SOURCE DATA START
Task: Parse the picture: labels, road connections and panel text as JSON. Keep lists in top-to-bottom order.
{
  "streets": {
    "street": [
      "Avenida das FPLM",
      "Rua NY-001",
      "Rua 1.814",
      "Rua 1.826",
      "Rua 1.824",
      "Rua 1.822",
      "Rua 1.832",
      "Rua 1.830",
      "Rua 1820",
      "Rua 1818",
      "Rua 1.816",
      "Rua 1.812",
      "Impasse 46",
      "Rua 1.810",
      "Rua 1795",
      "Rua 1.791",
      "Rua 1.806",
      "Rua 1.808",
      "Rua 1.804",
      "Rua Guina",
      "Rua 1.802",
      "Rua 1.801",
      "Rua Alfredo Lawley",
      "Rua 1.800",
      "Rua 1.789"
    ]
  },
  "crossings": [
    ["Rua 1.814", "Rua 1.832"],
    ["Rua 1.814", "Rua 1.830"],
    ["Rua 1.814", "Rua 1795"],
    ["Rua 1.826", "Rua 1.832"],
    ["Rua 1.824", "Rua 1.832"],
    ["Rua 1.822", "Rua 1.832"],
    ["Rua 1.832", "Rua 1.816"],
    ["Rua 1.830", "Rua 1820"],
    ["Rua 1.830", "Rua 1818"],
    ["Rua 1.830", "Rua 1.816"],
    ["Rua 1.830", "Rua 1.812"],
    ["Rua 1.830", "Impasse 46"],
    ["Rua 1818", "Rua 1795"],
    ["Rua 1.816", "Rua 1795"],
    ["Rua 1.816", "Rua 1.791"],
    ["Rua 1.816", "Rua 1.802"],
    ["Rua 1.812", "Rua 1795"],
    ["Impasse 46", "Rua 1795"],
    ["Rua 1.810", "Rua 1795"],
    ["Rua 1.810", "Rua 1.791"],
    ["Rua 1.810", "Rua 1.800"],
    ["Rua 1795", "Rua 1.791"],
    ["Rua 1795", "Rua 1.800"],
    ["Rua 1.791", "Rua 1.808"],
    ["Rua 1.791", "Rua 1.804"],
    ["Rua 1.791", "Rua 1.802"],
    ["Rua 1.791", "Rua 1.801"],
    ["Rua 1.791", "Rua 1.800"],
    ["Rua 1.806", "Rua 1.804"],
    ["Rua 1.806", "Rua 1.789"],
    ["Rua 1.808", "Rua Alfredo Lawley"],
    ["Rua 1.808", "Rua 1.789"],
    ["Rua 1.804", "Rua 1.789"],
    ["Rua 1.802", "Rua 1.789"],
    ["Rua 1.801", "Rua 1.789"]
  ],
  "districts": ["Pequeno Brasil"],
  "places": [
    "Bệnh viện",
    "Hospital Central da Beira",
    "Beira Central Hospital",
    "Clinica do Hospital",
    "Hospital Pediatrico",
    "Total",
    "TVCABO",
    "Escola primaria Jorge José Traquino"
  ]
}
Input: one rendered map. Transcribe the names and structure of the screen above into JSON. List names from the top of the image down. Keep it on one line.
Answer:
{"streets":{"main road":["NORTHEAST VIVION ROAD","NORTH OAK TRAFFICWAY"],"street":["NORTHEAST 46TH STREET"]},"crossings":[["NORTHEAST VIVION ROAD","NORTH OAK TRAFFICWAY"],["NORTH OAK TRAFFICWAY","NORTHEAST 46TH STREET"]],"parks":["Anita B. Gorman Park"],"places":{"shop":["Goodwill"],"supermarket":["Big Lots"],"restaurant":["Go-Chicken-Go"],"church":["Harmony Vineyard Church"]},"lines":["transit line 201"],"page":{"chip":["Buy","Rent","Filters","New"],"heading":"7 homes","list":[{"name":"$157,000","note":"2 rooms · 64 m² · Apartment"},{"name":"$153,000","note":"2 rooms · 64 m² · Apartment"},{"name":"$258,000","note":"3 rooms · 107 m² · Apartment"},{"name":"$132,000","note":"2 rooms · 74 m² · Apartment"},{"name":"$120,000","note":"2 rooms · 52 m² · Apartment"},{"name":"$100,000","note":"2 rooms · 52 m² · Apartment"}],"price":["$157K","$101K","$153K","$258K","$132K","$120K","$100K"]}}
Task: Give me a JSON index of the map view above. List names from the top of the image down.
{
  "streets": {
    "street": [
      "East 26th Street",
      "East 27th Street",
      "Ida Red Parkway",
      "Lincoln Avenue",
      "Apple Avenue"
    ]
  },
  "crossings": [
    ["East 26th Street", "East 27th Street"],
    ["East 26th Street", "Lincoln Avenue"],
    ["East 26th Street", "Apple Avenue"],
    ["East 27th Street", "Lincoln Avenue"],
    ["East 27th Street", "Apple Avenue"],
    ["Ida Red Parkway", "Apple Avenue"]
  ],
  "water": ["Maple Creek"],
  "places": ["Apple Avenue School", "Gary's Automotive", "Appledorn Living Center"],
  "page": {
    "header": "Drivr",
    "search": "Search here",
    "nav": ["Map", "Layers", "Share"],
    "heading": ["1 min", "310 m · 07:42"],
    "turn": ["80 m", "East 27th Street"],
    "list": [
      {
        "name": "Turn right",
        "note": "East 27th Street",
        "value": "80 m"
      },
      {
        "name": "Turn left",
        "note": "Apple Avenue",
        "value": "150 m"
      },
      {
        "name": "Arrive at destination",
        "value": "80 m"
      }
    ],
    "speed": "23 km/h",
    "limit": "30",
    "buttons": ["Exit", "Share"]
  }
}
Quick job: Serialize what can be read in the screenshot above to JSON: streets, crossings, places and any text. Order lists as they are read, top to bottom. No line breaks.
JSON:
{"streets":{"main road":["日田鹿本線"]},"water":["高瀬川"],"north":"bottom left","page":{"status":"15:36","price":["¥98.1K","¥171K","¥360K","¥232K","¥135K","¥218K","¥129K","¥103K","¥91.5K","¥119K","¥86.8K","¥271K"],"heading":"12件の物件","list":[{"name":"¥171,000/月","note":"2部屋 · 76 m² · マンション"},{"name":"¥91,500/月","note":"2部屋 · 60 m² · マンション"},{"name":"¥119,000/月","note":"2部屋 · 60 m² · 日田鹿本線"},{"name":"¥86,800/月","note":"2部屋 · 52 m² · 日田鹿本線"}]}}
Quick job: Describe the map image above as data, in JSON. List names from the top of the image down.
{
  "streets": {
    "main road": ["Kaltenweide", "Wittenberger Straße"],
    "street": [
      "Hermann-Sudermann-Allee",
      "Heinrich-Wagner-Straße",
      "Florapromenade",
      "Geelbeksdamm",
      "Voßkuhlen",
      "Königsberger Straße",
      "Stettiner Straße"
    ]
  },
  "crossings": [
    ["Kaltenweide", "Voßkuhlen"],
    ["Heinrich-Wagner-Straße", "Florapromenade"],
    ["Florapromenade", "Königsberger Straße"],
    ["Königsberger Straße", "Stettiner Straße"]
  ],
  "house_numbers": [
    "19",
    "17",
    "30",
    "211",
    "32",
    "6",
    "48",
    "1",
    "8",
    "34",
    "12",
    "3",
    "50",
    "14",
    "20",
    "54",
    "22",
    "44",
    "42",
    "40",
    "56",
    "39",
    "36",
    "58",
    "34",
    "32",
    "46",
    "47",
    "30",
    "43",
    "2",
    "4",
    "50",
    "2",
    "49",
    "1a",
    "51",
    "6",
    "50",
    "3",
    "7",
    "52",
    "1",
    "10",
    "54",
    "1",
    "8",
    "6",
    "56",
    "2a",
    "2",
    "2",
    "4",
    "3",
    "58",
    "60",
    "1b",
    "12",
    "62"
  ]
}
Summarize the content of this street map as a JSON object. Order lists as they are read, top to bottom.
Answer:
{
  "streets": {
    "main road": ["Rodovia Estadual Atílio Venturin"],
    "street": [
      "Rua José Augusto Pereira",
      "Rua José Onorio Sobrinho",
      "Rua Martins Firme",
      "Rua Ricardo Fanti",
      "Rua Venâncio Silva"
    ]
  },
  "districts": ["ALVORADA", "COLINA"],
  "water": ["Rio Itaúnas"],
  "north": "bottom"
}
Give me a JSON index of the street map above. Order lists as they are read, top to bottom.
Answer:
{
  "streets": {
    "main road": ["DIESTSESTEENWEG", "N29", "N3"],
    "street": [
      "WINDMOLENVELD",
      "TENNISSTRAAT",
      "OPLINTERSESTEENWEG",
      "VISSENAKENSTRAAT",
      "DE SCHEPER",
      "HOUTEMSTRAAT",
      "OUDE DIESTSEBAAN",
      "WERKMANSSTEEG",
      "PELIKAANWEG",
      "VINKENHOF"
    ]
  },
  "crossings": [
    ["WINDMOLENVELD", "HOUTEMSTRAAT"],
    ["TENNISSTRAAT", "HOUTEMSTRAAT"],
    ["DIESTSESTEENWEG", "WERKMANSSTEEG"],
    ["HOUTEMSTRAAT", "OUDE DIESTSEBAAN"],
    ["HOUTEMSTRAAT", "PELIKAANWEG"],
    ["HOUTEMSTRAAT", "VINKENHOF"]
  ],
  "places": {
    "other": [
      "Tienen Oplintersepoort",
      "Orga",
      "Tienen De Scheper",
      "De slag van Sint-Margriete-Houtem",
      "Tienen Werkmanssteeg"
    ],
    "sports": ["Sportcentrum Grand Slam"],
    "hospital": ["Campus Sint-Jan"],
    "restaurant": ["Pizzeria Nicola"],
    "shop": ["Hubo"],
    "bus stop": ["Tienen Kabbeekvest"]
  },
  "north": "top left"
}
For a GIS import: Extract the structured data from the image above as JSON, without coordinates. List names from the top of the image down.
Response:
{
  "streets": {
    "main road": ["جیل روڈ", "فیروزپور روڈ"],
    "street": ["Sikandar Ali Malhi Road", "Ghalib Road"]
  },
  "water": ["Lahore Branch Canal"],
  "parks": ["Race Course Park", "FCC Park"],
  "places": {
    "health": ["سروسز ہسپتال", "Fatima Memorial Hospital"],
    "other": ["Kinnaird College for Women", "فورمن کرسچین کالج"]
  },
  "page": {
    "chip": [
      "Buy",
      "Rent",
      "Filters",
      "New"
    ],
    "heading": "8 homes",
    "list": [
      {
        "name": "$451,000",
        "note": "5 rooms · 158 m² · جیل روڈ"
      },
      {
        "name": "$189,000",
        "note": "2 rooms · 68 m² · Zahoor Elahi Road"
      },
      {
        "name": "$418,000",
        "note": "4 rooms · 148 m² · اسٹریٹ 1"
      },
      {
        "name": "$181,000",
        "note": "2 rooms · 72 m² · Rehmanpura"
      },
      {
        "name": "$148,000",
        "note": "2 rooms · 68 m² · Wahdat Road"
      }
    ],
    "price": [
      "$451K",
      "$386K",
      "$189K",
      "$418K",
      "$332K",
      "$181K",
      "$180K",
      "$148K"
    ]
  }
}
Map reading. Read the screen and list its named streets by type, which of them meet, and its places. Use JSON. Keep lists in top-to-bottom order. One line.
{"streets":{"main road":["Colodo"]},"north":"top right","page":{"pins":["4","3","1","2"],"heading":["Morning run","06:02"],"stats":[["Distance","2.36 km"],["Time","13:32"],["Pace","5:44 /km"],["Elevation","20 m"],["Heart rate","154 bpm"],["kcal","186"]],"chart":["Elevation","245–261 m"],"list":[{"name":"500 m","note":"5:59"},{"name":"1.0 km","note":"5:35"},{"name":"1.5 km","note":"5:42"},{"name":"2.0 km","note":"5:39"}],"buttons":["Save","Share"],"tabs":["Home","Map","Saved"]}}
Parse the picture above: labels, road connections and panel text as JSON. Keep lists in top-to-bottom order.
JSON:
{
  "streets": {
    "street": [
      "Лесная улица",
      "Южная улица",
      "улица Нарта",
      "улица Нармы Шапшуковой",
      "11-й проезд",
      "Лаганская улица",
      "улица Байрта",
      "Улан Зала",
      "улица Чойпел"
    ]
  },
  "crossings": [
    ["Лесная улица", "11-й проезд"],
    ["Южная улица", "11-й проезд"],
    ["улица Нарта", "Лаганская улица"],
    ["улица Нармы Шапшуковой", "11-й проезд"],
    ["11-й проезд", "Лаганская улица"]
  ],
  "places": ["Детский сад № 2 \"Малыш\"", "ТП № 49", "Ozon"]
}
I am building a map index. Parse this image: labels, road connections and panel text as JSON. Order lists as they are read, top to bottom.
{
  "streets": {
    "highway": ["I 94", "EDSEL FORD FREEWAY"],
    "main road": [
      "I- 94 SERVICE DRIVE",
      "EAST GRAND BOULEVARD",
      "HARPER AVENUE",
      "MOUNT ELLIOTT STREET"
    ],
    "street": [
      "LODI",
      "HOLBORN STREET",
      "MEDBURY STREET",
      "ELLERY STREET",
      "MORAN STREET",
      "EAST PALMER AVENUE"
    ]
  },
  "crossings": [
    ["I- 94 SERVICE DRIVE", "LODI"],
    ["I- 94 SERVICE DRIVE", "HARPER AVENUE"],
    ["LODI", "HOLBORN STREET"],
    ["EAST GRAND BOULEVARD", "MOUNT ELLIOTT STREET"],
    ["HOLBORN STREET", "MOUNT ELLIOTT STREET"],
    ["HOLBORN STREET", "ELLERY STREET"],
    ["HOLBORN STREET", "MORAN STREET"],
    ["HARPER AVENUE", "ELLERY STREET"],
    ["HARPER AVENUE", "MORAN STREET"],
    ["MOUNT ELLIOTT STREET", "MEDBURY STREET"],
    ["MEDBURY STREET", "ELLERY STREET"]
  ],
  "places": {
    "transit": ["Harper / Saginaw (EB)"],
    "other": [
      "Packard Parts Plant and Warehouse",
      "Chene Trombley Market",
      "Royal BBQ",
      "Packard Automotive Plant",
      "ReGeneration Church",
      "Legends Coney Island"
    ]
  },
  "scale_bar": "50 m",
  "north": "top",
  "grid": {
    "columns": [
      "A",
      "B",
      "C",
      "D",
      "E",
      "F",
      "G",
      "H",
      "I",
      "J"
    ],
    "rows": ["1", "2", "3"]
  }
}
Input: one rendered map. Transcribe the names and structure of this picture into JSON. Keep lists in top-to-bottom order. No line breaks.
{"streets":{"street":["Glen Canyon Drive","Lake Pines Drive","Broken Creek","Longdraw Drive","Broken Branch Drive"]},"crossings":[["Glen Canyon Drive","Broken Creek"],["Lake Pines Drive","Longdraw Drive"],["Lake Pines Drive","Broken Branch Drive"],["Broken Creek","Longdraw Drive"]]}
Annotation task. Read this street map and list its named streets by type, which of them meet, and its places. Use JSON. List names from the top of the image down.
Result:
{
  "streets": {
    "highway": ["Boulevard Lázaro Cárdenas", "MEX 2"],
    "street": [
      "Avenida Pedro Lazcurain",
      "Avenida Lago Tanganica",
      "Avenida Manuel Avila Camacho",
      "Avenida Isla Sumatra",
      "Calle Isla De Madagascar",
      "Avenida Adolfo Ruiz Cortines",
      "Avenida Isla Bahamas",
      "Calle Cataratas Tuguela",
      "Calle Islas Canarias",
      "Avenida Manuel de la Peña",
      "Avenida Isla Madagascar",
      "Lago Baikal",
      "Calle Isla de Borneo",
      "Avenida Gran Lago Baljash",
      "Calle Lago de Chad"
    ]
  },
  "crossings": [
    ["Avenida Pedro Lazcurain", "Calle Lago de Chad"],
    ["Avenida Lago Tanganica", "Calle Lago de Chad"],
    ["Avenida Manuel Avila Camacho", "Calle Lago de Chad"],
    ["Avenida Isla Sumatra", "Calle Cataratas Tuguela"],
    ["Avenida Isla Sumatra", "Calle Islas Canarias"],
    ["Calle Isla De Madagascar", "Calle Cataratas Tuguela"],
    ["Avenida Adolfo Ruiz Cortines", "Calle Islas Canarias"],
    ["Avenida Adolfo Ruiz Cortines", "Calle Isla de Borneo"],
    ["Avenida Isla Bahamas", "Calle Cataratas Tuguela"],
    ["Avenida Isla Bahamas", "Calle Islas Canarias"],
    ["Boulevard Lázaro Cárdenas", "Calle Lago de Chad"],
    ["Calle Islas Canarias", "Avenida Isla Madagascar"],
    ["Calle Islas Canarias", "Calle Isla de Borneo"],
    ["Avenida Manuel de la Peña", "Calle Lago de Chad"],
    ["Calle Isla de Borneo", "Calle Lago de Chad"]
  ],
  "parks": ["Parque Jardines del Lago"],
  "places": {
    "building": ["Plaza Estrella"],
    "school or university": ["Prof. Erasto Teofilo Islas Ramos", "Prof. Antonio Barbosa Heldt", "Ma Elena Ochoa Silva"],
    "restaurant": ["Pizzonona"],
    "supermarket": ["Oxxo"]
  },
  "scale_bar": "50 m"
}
SOURCE DATA END
(WORK INSTRUCTION) Provide only the number of lines in the entries that hold the word "TENNISSTRAAT".

(RESPONSE TO THE TASK) 2